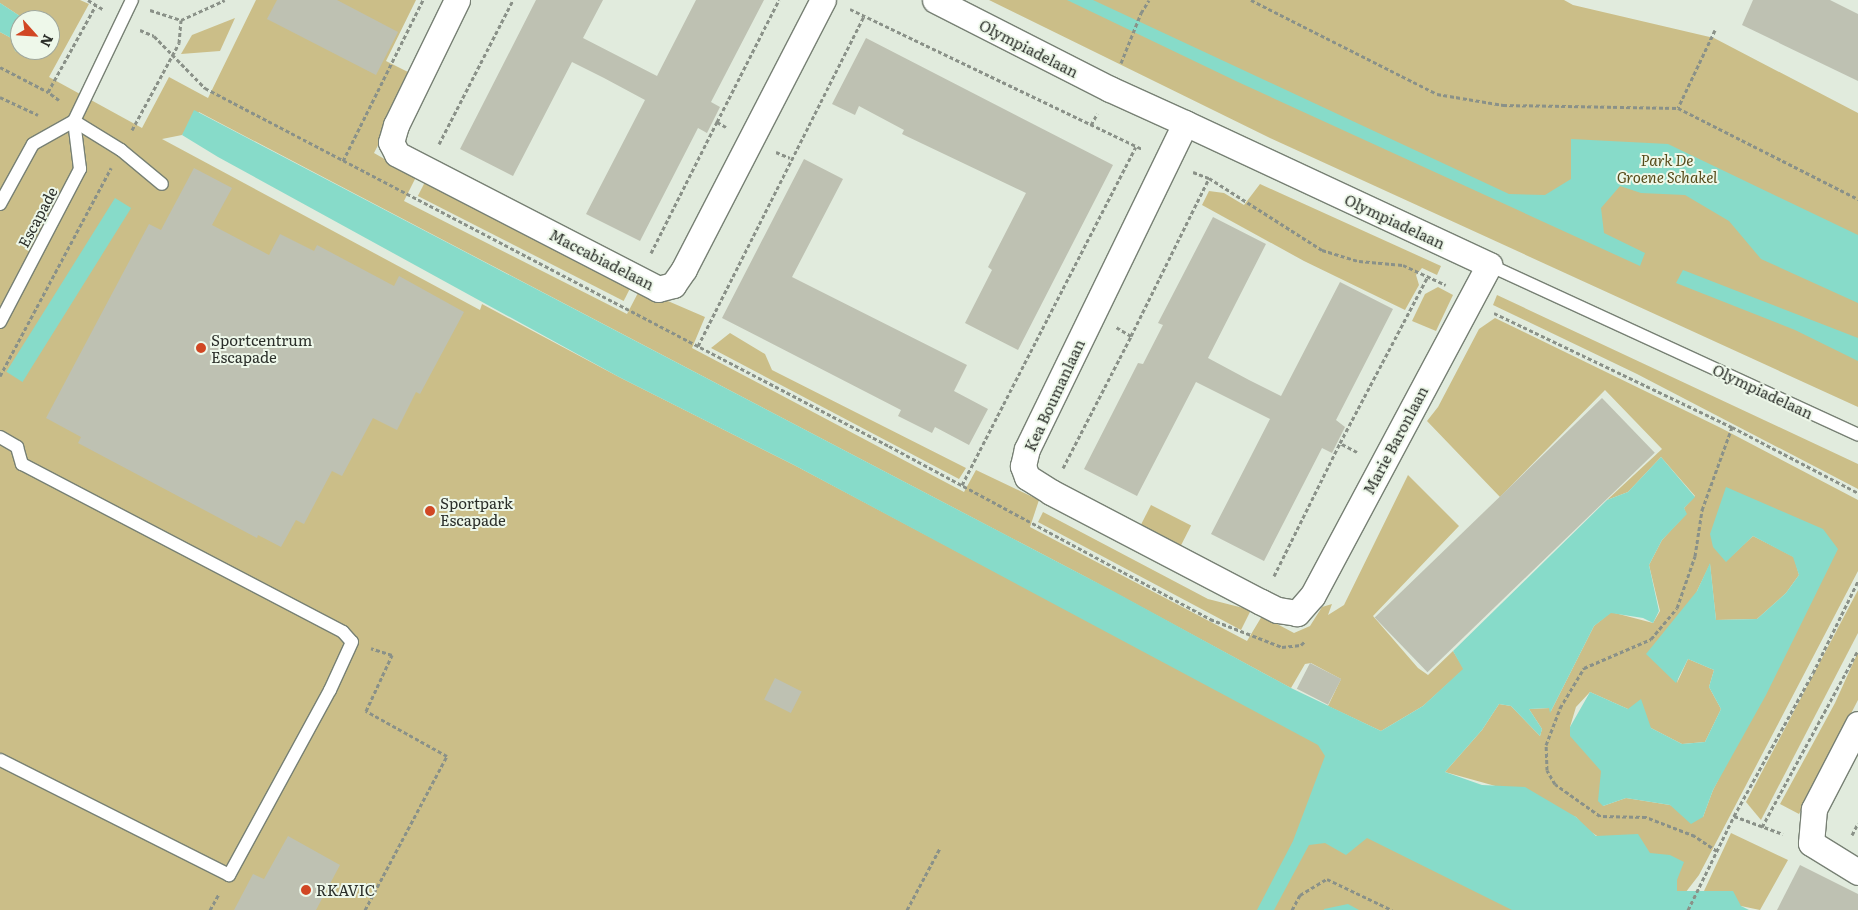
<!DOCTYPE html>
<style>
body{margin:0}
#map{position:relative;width:1858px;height:910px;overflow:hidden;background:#e1ebdd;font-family:Literata,serif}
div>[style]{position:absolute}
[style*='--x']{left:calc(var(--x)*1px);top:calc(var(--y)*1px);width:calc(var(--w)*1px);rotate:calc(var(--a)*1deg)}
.green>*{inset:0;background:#cbbe88;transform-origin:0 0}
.water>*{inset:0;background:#87dbc9;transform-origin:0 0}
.building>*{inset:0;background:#bec1b2;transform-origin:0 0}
.path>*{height:3px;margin-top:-1.5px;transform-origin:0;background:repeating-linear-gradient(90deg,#8a9188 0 4px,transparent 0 6.5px)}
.roads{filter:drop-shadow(1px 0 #778074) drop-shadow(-1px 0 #778074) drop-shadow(0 1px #778074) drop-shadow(0 -1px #778074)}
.service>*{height:12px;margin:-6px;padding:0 6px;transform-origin:6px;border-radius:6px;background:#fff}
.minor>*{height:25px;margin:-12.5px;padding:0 12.5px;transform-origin:12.5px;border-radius:12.5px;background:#fff}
.dots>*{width:14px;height:14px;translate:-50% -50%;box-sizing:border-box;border:2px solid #eef8ea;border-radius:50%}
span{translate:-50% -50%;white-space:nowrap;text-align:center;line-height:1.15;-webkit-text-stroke:4px #eef8ea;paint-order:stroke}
.street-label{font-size:15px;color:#2b2f2a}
.park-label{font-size:15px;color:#564b1a;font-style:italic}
.poi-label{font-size:15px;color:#2b2f2a}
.left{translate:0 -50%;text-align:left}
.north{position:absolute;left:10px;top:10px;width:50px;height:50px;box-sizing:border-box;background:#eef8ea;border:1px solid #a0a89d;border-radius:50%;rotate:116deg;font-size:14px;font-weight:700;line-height:20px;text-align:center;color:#2b2f2a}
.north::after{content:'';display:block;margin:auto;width:18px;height:22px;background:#d14724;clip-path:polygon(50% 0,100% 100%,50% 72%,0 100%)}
</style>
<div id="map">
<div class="green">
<i style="clip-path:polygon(0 0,80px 0,89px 4px,49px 77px,142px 128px,169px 77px,208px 98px,256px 0,416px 0,386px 61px,414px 75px,374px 153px,416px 177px,404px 201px,627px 314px,640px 289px,705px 317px,692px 348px,964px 492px,976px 470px,1039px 500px,1030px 527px,1247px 641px,1262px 616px,1294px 633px,1310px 626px,1322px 607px,1332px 604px,1328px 615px,1344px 605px,1408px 475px,1459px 526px,1373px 616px,1418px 668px,1428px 675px,1453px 651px,1464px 669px,1423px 706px,1381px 731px,1328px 706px,1341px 679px,1311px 663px,1305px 664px,1291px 688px,1084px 576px,199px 112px,182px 135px,162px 139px,480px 310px,482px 304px,619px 377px,794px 465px,1634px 910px,0 910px,0 32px,13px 39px,15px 51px,35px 58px,38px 50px,50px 50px,50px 20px,26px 20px,0 3px)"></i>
<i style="clip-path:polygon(989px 0,1564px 0,1573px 5px,1714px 38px,1858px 113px,1858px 407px,1270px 138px)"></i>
<i style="clip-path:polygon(235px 18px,220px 51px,181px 54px,192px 35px)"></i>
<i style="left:426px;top:180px;width:231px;height:18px;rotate:27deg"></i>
<i style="clip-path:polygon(1260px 184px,1441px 266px,1437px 275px,1422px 268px,1416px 275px,1419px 285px,1405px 310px,1304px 261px,1202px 205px,1209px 191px,1224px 193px,1244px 205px)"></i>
<i style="clip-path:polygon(1438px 287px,1453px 295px,1436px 331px,1412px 321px,1425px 294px)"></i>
<i style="clip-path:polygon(1497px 295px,1858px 464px,1858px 489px,1637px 374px,1493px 305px)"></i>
<i style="clip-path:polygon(evenodd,1495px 318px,1721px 428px,1858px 500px,1858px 571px,1699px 875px,1682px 897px,1674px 887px,1585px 828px,1576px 817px,1499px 787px,1445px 772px,1482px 730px,1499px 704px,1511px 706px,1540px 736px,1542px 729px,1529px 709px,1550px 708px,1551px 711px,1594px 626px,1611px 612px,1653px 623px,1660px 611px,1649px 565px,1662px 540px,1686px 514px,1684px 508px,1695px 496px,1661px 457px,1628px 492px,1607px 500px,1662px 449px,1605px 390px,1500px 497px,1427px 421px,1438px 407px,1479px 329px,1495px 318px,1727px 488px,1837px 549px,1713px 790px,1703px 817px,1670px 805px,1626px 798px,1603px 806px,1603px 769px,1570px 727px,1576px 707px,1590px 692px,1628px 709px,1651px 728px,1682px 744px,1705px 742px,1721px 709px,1709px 687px,1714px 670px,1688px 659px,1677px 683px,1697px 591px,1710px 564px,1716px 620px,1757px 619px,1786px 593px,1799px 575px,1794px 557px,1753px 536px,1726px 561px,1727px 488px)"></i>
<i style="clip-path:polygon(730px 333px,765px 354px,772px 370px,966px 468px,959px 479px,711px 348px)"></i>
<i style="left:1151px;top:505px;width:45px;height:23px;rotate:27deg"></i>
<i style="clip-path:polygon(1043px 512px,1208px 599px,1251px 610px,1241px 630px,1038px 522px)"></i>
<i style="clip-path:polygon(1858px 590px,1858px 633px,1761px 820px,1746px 802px)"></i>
<i style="clip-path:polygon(1858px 652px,1858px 700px,1799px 814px,1780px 804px,1835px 703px)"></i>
<i style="clip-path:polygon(1731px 833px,1788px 860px,1760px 910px,1741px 906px,1715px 910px,1704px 891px)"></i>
</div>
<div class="water">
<i style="clip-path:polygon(1067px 0,1093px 0,1509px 194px,1545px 195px,1571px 179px,1571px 139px,1668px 144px,1858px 235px,1858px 303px,1761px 259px,1729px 221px,1685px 195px,1641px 193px,1620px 186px,1601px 208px,1604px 233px,1645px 253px,1640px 266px,1238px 82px)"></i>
<i style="clip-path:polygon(0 3px,26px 20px,20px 20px,20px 50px,38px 50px,36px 58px,15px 51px,13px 39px,0 32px)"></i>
<i style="clip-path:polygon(194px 110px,1113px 591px,1291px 688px,1381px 731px,1423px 706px,1463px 669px,1453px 651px,1607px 500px,1628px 492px,1661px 457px,1695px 497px,1684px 508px,1687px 514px,1662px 540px,1649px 565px,1659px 611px,1653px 623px,1643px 618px,1611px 613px,1594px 626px,1550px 713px,1549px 708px,1529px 709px,1542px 729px,1540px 736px,1511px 706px,1499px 704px,1482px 730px,1445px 772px,1482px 785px,1525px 787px,1576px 817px,1596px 836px,1638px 834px,1650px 853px,1670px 855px,1684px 862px,1677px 880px,1677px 891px,1733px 891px,1741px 906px,1749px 910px,1512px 910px,1367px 838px,1346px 855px,1325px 843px,1309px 845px,1274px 910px,1257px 910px,1293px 841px,1325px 756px,1318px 745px,794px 465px,619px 377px,218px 157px,182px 135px)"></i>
<i style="left:115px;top:198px;width:19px;height:205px;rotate:32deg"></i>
<i style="clip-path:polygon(1683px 270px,1858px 338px,1858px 361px,1795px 330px,1676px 283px)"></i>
<i style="clip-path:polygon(1726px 487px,1823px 529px,1838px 549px,1766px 695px,1713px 790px,1703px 817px,1691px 824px,1670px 805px,1626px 798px,1603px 806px,1598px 801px,1601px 771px,1570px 736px,1570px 727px,1590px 692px,1628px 709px,1641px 699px,1651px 728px,1682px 744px,1705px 742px,1721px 709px,1709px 687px,1714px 670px,1688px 659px,1676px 683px,1646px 654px,1697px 591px,1710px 563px,1716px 620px,1757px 619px,1786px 593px,1799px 575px,1793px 557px,1753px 536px,1726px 562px,1713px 547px,1710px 534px)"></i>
<i style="clip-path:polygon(1348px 904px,1359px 910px,1324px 910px,1324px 909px)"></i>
</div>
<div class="building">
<i style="clip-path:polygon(277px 0,337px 0,398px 32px,376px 75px,267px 19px)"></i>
<i style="clip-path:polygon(536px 0,603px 0,583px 38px,657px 76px,696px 0,764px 0,711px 102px,720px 107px,707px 133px,698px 128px,640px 241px,586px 214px,645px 100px,604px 78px,572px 62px,513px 176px,460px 149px)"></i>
<i style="clip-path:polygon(1753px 0,1830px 0,1858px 14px,1858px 81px,1742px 25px)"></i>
<i style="clip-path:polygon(866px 38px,1113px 165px,1018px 350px,965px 323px,992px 270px,988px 267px,1026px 193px,902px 134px,904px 130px,859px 106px,855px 115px,832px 104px)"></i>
<i style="clip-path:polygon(804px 159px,843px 179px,792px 277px,967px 365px,954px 391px,988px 409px,969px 445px,935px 427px,932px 433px,898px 416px,901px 410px,722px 318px)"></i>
<i style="clip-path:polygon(194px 168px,232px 188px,212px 225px,269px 255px,280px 234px,314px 251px,317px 245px,394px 286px,399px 276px,464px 312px,420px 394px,416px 392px,397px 430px,373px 418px,342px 476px,332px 471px,304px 524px,296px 520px,281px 547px,258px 535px,257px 538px,78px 443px,81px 437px,46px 418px,149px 224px,161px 230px)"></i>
<i style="clip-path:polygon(1213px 217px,1266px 244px,1208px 358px,1249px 380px,1281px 396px,1340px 282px,1393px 309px,1336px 420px,1345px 427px,1332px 453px,1322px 448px,1264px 561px,1211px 534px,1270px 419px,1196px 382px,1137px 496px,1084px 469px,1138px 363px,1143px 364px,1163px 325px,1158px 323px)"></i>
<i style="left:1602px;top:398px;width:76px;height:316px;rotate:46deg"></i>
<i style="left:1310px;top:663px;width:35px;height:29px;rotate:27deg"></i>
<i style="left:775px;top:678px;width:30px;height:24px;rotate:27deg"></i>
<i style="clip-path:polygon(288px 836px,340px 865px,316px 910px,234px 910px,253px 874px,264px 879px)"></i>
<i style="clip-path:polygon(1800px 865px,1858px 894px,1858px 910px,1777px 910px)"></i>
</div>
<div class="path">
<i style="--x:88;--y:0;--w:19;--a:32"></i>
<i style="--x:1251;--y:0;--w:208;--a:26.8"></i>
<i style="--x:1437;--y:94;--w:67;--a:9.5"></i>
<i style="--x:1503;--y:105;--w:175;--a:1"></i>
<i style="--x:850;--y:9;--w:324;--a:25.6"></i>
<i style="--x:150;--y:10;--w:33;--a:18"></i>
<i style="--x:181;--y:20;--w:48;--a:-24.4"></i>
<i style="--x:140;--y:30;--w:15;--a:23"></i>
<i style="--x:154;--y:36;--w:73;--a:45.6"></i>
<i style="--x:205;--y:88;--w:772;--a:27.63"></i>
<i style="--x:889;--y:446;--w:365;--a:28.3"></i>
<i style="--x:1210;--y:619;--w:77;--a:21.3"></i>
<i style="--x:1282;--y:647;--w:19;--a:-6"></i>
<i style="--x:1301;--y:645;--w:6;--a:-45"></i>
<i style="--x:1715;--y:30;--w:86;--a:115.4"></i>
<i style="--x:1678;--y:108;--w:202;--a:26.8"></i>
<i style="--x:1121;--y:63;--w:54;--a:-68.2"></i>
<i style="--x:1141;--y:13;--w:15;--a:-58"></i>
<i style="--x:0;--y:67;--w:54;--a:27.5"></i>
<i style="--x:0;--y:97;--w:42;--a:25.3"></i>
<i style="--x:59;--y:100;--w:14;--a:-144"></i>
<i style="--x:48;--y:92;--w:99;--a:-61.1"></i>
<i style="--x:1091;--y:125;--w:13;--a:-61"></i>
<i style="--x:726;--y:127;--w:10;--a:-151"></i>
<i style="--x:717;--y:122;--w:137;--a:-63.1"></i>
<i style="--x:132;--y:130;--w:99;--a:-61.6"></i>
<i style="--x:179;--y:43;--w:23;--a:-85"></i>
<i style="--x:439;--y:144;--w:162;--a:-62.8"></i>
<i style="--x:776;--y:152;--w:15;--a:23"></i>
<i style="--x:343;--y:161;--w:180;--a:-63.6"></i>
<i style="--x:1193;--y:172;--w:17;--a:21"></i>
<i style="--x:1209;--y:178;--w:134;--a:32.5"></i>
<i style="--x:1322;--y:250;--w:39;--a:17"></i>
<i style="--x:1359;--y:261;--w:44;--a:5.2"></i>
<i style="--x:1403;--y:265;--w:47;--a:24.9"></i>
<i style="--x:651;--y:253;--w:147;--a:-63.3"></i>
<i style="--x:1494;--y:313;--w:264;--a:25.6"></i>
<i style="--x:1732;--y:427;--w:142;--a:27.6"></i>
<i style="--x:1131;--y:336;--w:176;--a:-63.7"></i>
<i style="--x:698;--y:346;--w:369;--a:-63.3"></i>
<i style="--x:0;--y:376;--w:236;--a:-61.9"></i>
<i style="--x:1357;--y:452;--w:19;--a:-152"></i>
<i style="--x:1340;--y:443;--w:189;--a:-62.2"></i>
<i style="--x:1063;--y:468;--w:148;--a:-62.7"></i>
<i style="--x:1131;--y:336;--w:17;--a:-149"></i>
<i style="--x:962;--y:485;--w:380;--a:-62.8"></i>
<i style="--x:1274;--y:576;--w:148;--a:-63.6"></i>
<i style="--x:1734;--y:816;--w:52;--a:20.2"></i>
<i style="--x:1762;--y:827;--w:201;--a:-61.5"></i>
<i style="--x:1852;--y:835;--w:13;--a:-63"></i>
<i style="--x:1717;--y:851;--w:27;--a:-146"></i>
<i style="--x:1695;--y:836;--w:53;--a:-158.8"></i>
<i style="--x:1646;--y:817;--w:46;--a:-178.8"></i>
<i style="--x:1600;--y:816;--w:55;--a:-144.6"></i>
<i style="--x:1555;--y:784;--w:16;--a:-120"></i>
<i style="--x:1547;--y:770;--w:25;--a:-92"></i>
<i style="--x:1546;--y:745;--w:40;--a:-69"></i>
<i style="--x:1560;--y:708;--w:47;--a:-59"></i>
<i style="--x:1584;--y:668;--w:73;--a:-23.4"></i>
<i style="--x:1651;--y:639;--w:40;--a:-50"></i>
<i style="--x:1677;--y:608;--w:55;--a:-70.9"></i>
<i style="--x:1695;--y:556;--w:47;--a:-81.3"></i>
<i style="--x:1702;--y:510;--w:88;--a:-70.1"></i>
<i style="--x:210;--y:910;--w:18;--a:-61"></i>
<i style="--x:365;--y:910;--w:174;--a:-62"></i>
<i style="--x:447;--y:756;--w:93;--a:-150.9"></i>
<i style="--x:366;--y:711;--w:62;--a:-65.1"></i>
<i style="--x:392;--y:655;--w:22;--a:-162"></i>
<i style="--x:907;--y:910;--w:70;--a:-62"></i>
<i style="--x:1292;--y:910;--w:17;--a:-62"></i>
<i style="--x:1300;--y:895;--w:31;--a:-31"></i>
<i style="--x:1327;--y:879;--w:72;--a:25.5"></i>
<i style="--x:1688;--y:910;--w:105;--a:-63.9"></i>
<i style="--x:1734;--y:816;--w:163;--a:-61.1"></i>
<i style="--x:1813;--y:673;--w:102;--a:-63.9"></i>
</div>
<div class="roads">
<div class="service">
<i style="--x:74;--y:121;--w:55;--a:31.7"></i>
<i style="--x:121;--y:150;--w:53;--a:39.7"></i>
<i style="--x:0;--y:204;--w:68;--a:-61.2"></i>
<i style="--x:33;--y:144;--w:47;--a:-29.3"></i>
<i style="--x:1489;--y:265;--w:406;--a:24.7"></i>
<i style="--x:0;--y:322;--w:173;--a:-62.4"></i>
<i style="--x:80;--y:169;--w:48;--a:-97.1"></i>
<i style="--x:74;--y:121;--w:134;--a:-64.4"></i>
<i style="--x:0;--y:437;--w:20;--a:30"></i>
<i style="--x:17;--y:447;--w:18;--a:74"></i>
<i style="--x:22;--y:464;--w:362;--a:27.6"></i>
<i style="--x:343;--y:632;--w:13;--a:48"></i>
<i style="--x:352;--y:642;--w:53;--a:114.6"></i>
<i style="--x:330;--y:690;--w:211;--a:118.6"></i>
<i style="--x:229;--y:875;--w:256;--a:-153.3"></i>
</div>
<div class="minor">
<i style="--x:457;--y:0;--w:139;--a:116"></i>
<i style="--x:396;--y:125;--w:18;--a:106"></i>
<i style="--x:391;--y:142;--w:13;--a:63"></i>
<i style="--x:397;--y:154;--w:294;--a:27.3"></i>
<i style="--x:658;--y:289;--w:16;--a:-15"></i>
<i style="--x:673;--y:285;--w:19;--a:-55"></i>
<i style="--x:684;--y:269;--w:303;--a:-62.7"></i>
<i style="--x:935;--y:0;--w:196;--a:27"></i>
<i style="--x:1110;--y:89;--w:82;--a:24.4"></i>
<i style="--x:1185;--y:123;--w:336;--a:25"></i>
<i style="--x:1489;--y:265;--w:375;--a:118.1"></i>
<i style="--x:1312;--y:596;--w:23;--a:131"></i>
<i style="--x:1297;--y:613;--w:20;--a:-171"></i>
<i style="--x:1277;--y:610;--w:18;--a:-153"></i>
<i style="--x:1261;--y:602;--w:237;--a:-152.4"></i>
<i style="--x:1051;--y:492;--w:28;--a:-148"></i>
<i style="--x:1027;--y:477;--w:12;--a:-110"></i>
<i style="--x:1023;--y:466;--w:17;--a:-77"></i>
<i style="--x:1027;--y:449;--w:362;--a:-64.1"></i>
<i style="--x:1858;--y:724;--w:96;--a:117.4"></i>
<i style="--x:1814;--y:809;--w:34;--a:95"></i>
<i style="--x:1811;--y:843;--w:55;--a:31.7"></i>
</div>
</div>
<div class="dots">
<i style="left:201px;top:348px;background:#d14724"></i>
<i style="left:430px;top:511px;background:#d14724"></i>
<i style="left:306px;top:890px;background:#d14724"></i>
</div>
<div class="street-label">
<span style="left:1029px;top:48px;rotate:27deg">Olympiadelaan</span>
<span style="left:37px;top:217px;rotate:-62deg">Escapade</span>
<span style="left:1395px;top:221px;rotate:25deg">Olympiadelaan</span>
<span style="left:602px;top:259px;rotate:27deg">Maccabiadelaan</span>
<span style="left:1763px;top:391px;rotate:25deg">Olympiadelaan</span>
<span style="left:1054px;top:395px;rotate:-65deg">Kea Boumanlaan</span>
<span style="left:1395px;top:440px;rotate:-62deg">Marie Baronlaan</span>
</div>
<div class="park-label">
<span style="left:1667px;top:168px">Park De<br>Groene Schakel</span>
</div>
<div class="poi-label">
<span class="left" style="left:211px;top:348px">Sportcentrum<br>Escapade</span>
<span class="left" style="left:440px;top:511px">Sportpark<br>Escapade</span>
<span class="left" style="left:316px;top:890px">RKAVIC</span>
</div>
<div class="north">N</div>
</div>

* Your goal:
Where a line of the records includes "green", copy it.

* Response to the exercise:
.green>*{inset:0;background:#cbbe88;transform-origin:0 0}
<div class="green">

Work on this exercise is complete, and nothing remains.